The second book on my bedside is a poetry handbook by Mary Oliver. Even though it was a handbook it read at times like poetry. "Invention hovers always a little above the rules" "The poem is not a discussion, not a lecture, but an instance - an instance of attention, or noticing something in the world." "You find that most poems are gatherings of words, in good order, in simple order, plain and appealing."
"With a great poet the sense of beauty overcomes every other consideration, or rather obliterates all consideration." -(John Keats quoted in Mary Oliver's handbook) "..the first few draws of the long oars through the deep water tell a lot - is one safe, or is one apt to be soon drowned? A poem is that real a journey. Its felt, reliable rhythms can invite, or can dissuade."
"It does not take much, but it takes a sure eye and a capable hand to be forever noticing and writing down particulars." "The poet must not only write the poem but must scrutinize the world intensely... If the poem is thin, it is likely so not because the poet does not know enough words, but because he or she has not stood long enough among the flowers - has not seen them in any fresh, exciting, and valid way."
"I like to say that I write poems for a stranger who will be born in some distant country hundreds of years from now.-Not MY poem, if its well done, but a deeply breathing, bounding, self sufficient poem.

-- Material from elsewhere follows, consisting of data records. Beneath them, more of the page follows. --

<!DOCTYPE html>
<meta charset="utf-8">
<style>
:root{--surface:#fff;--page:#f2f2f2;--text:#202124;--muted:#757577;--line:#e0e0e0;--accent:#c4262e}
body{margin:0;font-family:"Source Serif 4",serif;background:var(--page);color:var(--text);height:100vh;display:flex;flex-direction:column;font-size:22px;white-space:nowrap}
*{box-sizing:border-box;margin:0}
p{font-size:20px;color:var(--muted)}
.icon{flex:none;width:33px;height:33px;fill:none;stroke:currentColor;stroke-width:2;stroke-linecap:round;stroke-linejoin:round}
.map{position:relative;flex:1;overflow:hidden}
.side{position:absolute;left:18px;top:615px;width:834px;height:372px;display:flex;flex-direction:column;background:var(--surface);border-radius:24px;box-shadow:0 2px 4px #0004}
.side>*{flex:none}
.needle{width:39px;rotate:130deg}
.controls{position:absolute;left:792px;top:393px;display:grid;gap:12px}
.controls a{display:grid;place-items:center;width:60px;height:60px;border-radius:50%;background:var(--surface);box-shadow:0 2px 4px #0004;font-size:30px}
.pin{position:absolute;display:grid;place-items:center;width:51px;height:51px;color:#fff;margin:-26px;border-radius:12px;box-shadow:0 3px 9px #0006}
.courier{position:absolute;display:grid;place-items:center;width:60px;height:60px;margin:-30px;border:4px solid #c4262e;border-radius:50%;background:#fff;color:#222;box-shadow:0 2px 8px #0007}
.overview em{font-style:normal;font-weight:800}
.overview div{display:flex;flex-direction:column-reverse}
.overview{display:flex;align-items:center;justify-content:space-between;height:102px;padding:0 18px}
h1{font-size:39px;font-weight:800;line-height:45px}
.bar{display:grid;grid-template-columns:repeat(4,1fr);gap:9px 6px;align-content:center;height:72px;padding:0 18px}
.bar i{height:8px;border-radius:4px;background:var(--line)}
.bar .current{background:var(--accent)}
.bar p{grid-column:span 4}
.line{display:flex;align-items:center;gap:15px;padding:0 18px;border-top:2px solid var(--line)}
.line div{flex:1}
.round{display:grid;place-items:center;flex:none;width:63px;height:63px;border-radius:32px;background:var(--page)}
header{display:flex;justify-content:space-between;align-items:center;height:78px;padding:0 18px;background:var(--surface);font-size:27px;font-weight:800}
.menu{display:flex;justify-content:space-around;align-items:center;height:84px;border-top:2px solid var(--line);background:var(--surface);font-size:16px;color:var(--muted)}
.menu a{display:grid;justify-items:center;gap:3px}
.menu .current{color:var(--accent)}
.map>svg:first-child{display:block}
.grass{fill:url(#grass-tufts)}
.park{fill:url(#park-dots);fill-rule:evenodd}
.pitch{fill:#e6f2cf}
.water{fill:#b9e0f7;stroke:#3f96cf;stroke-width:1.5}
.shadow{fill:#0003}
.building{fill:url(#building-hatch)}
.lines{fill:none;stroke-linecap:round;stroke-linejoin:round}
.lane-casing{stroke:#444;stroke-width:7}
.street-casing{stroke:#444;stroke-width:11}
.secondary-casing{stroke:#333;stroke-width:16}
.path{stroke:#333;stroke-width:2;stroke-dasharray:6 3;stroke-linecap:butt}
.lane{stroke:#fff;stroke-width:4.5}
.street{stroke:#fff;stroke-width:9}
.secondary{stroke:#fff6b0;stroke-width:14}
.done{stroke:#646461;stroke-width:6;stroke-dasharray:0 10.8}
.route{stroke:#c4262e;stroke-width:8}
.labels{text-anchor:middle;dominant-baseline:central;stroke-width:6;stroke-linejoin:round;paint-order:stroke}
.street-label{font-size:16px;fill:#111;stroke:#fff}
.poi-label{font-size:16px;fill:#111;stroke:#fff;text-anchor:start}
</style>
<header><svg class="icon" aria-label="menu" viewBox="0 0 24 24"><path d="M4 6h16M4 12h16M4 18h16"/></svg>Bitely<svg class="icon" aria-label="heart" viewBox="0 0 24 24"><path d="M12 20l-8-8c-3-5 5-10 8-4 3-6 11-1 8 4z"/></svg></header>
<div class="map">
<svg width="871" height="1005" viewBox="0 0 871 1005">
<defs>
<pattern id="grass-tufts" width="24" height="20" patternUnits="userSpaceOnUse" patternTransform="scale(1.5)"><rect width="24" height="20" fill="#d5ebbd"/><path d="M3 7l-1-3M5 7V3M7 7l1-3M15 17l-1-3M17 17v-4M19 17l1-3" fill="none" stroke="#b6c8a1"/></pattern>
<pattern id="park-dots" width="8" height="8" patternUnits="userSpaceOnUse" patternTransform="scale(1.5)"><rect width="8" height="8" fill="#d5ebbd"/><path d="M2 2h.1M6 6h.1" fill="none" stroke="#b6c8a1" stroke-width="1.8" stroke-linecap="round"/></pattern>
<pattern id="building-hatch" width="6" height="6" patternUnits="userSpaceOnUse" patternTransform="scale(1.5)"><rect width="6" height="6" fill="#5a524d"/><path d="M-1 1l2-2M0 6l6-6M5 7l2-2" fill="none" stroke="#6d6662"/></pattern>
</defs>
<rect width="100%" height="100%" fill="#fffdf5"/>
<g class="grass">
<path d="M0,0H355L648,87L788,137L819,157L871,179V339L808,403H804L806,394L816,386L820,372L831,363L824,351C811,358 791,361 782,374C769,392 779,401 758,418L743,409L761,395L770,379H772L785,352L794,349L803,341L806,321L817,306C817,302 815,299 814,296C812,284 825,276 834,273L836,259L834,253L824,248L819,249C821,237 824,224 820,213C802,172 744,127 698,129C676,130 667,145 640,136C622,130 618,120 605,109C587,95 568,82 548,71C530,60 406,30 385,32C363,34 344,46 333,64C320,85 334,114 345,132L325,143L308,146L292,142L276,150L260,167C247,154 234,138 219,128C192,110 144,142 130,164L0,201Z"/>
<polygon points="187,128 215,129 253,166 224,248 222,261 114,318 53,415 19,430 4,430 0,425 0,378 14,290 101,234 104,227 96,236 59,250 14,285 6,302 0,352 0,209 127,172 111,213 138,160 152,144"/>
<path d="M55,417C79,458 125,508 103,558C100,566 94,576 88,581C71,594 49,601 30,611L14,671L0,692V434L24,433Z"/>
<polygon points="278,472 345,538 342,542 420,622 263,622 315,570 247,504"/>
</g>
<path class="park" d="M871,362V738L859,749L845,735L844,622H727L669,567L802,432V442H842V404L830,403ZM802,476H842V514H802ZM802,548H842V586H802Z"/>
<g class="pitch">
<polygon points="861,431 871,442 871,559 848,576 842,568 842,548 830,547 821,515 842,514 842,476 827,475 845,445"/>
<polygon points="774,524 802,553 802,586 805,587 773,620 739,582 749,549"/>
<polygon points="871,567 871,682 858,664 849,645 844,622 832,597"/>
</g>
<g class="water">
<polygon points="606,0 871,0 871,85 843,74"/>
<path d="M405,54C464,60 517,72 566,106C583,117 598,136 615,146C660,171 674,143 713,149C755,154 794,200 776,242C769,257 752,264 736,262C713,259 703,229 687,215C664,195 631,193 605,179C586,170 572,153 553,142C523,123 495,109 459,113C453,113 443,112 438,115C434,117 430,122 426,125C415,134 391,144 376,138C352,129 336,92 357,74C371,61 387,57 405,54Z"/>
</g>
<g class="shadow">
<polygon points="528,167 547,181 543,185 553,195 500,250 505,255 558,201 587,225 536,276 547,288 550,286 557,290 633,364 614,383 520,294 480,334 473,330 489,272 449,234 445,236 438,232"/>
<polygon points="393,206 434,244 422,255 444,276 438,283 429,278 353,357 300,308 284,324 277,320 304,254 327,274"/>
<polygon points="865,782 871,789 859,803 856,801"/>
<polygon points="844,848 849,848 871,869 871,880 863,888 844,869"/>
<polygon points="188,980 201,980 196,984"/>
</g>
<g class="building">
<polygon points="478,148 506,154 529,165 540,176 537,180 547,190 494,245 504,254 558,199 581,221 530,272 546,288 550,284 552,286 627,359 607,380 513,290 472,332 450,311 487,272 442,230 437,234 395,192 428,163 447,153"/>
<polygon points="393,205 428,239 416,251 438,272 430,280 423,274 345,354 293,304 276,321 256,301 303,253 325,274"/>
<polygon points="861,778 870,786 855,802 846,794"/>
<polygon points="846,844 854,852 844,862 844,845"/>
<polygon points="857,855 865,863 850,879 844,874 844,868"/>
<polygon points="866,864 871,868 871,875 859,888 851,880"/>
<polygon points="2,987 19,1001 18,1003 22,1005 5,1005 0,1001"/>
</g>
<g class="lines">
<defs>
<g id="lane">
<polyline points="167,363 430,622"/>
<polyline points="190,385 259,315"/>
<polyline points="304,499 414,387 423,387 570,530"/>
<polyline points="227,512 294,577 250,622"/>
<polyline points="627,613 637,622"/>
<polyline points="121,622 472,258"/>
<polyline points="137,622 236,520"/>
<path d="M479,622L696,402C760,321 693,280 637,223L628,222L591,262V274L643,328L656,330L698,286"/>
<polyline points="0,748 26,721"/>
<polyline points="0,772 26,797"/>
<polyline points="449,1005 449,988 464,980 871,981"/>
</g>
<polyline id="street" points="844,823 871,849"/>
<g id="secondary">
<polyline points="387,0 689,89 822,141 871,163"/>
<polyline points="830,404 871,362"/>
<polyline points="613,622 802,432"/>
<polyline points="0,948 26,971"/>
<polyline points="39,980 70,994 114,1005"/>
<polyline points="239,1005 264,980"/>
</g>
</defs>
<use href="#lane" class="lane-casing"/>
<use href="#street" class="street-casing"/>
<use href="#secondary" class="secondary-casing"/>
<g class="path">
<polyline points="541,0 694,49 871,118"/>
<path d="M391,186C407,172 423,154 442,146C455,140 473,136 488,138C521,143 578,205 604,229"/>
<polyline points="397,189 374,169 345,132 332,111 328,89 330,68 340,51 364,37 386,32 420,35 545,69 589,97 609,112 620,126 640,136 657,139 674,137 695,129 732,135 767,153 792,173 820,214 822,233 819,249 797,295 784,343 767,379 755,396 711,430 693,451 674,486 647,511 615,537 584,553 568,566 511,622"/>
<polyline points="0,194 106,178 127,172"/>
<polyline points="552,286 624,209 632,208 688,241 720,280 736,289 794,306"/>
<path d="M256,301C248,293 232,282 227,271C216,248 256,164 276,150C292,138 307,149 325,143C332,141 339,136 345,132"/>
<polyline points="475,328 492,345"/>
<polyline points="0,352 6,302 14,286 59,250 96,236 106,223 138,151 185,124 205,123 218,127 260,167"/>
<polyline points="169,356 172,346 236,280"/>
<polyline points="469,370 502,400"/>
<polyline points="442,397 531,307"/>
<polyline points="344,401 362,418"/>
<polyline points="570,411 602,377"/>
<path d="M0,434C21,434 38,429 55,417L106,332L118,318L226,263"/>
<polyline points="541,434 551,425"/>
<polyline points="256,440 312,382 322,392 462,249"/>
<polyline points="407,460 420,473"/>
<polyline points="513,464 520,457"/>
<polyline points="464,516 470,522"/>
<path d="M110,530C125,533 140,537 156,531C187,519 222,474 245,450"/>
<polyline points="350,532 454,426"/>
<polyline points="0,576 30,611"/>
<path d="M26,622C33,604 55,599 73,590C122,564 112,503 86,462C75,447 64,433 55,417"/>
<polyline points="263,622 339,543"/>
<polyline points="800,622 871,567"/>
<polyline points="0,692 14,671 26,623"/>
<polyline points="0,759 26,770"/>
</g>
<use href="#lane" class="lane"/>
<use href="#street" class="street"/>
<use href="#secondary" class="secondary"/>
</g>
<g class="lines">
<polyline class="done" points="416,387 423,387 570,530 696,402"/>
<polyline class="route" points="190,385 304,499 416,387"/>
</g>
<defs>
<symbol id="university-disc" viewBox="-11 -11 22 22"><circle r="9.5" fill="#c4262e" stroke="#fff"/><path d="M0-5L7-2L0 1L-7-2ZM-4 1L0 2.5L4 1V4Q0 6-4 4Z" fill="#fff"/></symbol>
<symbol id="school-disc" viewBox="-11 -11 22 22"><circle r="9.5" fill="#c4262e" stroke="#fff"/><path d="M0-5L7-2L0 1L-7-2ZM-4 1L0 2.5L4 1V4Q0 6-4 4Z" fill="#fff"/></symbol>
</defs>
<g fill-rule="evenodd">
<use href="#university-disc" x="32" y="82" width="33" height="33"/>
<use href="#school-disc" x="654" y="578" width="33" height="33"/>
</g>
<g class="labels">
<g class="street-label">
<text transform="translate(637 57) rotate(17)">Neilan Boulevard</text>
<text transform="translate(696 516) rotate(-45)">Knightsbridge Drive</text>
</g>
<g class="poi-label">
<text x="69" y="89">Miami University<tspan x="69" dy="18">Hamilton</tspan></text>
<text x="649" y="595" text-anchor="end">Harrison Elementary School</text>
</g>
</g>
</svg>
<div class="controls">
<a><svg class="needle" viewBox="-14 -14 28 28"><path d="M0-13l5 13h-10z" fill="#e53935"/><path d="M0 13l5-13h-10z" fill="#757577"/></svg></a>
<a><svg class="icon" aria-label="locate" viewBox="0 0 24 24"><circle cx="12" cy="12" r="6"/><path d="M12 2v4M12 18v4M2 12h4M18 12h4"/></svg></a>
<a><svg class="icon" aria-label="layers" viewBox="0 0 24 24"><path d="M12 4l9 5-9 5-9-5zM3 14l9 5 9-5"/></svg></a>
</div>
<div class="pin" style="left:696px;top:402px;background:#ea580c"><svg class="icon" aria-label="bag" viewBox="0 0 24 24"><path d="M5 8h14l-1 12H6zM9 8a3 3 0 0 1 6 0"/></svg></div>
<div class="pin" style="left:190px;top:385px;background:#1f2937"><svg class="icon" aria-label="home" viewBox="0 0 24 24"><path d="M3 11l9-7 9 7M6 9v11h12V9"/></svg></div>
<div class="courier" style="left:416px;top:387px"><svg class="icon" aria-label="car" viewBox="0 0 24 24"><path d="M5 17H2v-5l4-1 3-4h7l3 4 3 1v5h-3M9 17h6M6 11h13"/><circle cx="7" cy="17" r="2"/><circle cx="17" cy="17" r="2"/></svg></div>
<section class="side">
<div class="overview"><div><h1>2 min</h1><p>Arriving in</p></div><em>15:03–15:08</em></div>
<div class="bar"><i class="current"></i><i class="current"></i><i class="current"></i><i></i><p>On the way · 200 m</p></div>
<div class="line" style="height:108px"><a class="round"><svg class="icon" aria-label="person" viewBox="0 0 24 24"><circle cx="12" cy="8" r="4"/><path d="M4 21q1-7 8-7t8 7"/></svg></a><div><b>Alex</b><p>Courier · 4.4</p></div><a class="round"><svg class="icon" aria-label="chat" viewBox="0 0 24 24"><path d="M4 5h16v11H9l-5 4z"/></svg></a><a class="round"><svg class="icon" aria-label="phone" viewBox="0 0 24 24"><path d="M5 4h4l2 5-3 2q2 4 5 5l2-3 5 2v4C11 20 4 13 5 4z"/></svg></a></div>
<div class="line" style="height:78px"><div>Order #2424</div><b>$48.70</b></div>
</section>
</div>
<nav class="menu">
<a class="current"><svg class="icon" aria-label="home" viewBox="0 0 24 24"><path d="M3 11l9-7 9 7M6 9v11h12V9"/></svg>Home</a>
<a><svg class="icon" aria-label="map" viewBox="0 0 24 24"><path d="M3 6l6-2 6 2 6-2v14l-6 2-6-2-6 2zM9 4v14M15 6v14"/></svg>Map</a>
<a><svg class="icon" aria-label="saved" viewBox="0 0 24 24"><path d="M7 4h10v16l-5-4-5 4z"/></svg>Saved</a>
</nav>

Like a traveler in an uncertain land, it needs to carry with it all that it must have to sustain its own life-and not a lot of extra weight either." "A poem on the page speaks to the listening mind."
"The natural world (nature) is the old river that runs through everything, and I think poets will forever fish along its shores."
Some friends of ours came to visit--it was so good to see these two sisters, Mandy and Liz. Mandy with her beautiful new baby and Liz with her thought-provoking questions. They feel in many ways like younger sisters to me.